The objective of this study is to analyze the relationship between Foreign Direct Investment (FDI) and economic growth in Sierra Leone. Data from 1980 to 2014 sourced from the World Bank was used to do the empirical analysis. The estimation techniques were Augmented Dickey Fuller unit root test, Johansen Cointegration, Vector Error Correction Model, Granger Causality Test and Ordinary Least Square (OLS). The results indicated that, the series employed in the study became stationary at first difference; there is a long-run relationship between the variables used in the study. The error correction model, which indicated the speed of equilibrium adjustment, is slow but confirms the existence of long –run equilibrium relationship between the variables used in the study. The Granger causality test results indicated a unidirectional relation between FDI and GDP in Sierra Leone. Thus, FDI granger-cause GDP in Sierra Leone.
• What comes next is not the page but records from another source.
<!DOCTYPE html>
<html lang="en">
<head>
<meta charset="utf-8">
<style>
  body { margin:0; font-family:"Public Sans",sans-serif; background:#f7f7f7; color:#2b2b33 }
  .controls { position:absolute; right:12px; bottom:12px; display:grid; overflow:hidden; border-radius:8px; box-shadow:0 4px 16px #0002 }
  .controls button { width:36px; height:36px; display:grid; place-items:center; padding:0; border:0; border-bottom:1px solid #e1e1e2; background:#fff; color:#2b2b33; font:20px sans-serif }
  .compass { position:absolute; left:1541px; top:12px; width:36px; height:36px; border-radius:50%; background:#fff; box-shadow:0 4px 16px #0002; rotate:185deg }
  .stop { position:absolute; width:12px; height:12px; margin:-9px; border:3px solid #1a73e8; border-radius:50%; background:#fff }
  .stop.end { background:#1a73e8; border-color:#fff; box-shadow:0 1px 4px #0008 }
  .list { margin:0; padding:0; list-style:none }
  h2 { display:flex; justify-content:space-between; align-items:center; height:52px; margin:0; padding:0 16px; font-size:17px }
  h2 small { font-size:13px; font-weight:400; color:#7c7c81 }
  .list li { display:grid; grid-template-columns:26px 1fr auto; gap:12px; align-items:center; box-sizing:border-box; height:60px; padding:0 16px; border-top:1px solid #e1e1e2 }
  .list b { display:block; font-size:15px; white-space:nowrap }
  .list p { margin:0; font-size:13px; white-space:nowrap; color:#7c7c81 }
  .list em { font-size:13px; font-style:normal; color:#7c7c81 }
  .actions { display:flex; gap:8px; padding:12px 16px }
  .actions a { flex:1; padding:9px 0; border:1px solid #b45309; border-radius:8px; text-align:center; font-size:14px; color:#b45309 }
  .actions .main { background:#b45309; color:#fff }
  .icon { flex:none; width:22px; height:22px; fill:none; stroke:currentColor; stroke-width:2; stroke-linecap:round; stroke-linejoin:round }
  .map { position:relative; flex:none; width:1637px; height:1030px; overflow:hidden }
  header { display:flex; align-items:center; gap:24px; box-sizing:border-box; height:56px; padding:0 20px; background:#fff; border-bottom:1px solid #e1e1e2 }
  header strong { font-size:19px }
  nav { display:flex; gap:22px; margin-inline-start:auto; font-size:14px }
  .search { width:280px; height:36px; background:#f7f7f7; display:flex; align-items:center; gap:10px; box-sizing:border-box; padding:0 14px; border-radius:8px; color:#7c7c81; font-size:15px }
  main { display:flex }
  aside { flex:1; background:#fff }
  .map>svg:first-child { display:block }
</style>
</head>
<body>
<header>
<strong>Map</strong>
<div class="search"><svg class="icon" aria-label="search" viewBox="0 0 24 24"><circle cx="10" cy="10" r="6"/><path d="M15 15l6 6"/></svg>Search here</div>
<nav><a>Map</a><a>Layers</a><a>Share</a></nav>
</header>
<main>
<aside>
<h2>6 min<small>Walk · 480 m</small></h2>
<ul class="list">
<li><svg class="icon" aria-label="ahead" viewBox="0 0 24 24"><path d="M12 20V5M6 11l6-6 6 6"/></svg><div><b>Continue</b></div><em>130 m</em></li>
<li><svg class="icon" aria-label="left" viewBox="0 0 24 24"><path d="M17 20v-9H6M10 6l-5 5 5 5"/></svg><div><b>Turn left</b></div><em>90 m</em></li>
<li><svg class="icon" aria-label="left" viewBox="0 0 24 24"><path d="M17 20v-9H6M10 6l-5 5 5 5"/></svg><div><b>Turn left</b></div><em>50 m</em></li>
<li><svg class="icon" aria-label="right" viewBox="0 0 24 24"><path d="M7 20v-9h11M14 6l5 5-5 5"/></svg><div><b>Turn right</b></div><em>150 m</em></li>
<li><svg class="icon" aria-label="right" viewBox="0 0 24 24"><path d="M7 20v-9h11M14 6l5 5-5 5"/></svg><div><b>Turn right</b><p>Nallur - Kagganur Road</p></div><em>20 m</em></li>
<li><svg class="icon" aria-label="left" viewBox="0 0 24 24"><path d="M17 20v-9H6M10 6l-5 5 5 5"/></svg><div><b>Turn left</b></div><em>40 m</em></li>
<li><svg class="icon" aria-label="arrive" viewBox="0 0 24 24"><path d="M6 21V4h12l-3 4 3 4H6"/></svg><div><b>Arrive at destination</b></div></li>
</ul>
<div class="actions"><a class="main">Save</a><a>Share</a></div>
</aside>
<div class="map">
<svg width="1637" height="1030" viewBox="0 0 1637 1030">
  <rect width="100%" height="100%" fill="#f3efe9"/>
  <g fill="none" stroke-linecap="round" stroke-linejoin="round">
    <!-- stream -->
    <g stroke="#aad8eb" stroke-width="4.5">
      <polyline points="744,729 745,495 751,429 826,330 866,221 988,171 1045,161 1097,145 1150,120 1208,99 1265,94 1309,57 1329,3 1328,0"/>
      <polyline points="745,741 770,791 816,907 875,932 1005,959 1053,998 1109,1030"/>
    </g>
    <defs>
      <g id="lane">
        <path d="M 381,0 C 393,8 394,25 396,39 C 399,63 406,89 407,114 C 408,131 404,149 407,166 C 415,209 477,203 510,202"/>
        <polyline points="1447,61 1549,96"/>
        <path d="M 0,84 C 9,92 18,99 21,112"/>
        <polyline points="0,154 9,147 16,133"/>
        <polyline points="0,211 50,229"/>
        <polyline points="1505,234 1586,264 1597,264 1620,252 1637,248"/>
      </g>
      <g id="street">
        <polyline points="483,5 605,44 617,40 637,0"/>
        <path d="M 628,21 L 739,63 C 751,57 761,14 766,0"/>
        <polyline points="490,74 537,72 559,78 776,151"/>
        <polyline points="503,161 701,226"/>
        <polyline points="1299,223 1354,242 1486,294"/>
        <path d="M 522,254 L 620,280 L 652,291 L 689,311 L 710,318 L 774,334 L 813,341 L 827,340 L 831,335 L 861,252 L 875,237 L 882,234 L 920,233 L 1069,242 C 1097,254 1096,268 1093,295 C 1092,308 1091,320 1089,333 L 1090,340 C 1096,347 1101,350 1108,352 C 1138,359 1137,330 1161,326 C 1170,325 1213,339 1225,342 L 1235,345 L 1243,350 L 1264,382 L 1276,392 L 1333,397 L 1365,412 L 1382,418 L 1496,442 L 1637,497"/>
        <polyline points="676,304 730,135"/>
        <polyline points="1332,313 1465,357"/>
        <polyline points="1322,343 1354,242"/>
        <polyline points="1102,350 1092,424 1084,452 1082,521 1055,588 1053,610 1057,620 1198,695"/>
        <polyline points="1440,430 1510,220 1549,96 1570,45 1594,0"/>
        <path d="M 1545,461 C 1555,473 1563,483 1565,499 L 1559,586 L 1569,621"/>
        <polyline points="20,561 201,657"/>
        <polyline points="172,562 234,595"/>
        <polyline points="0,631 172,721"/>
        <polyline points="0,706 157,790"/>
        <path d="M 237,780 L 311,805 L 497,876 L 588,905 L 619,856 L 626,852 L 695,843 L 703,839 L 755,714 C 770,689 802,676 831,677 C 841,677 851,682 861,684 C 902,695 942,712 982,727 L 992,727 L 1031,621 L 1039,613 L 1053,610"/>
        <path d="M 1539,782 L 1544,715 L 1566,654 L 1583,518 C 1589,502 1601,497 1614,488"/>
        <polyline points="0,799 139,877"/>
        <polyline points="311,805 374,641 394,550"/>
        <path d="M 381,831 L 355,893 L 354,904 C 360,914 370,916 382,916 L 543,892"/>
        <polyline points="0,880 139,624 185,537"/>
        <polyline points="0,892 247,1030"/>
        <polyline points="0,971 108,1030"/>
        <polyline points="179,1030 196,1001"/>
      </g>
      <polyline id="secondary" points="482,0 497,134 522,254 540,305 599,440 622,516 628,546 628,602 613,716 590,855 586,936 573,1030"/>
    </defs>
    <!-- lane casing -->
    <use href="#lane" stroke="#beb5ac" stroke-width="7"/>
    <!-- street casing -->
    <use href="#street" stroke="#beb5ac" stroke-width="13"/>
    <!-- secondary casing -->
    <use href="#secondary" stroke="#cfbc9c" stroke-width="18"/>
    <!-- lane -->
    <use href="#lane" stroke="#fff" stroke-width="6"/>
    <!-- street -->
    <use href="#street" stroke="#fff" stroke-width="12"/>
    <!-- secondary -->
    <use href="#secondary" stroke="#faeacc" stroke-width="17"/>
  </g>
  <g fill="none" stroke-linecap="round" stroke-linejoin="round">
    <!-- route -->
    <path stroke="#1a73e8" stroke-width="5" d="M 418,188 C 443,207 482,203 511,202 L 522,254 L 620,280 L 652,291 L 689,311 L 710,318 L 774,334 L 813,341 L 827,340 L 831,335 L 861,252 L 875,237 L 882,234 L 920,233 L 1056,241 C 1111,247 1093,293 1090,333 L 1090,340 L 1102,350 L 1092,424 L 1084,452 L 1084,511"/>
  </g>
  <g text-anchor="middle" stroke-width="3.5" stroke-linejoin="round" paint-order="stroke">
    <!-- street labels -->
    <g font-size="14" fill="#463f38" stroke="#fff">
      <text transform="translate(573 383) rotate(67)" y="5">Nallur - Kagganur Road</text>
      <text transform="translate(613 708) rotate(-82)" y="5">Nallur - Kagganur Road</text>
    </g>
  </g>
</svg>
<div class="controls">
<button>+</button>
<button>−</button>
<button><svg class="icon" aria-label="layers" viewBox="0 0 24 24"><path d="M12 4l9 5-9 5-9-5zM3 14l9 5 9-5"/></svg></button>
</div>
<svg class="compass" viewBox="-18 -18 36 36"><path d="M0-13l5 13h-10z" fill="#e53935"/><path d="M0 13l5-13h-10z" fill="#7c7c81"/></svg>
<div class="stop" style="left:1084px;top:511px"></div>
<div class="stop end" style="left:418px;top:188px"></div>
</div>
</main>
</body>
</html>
This is confirmed by the OLS results indicating a positive relationship between GDP and FDI. The results equally indicated that FDI is statistically significant to explain GDP in Sierra Leone. Lagged GDP can help explain present GDP growth in Sierra Leone, thus it is statistically significant. However, real effective exchange rate was not statistically significant to explain GDP growth in Sierra Leone. The estimated model is free from statistical problems such as autocorrelation, functional form misspecification etc as indicated on Table 6. Once FDI contributes to GDP growth in Sierra Leone, it is therefore recommended that, the government of Sierra Leone should ensure macroeconomic stability to sustain foreign investors in it domestic economy as well as attracting new investors.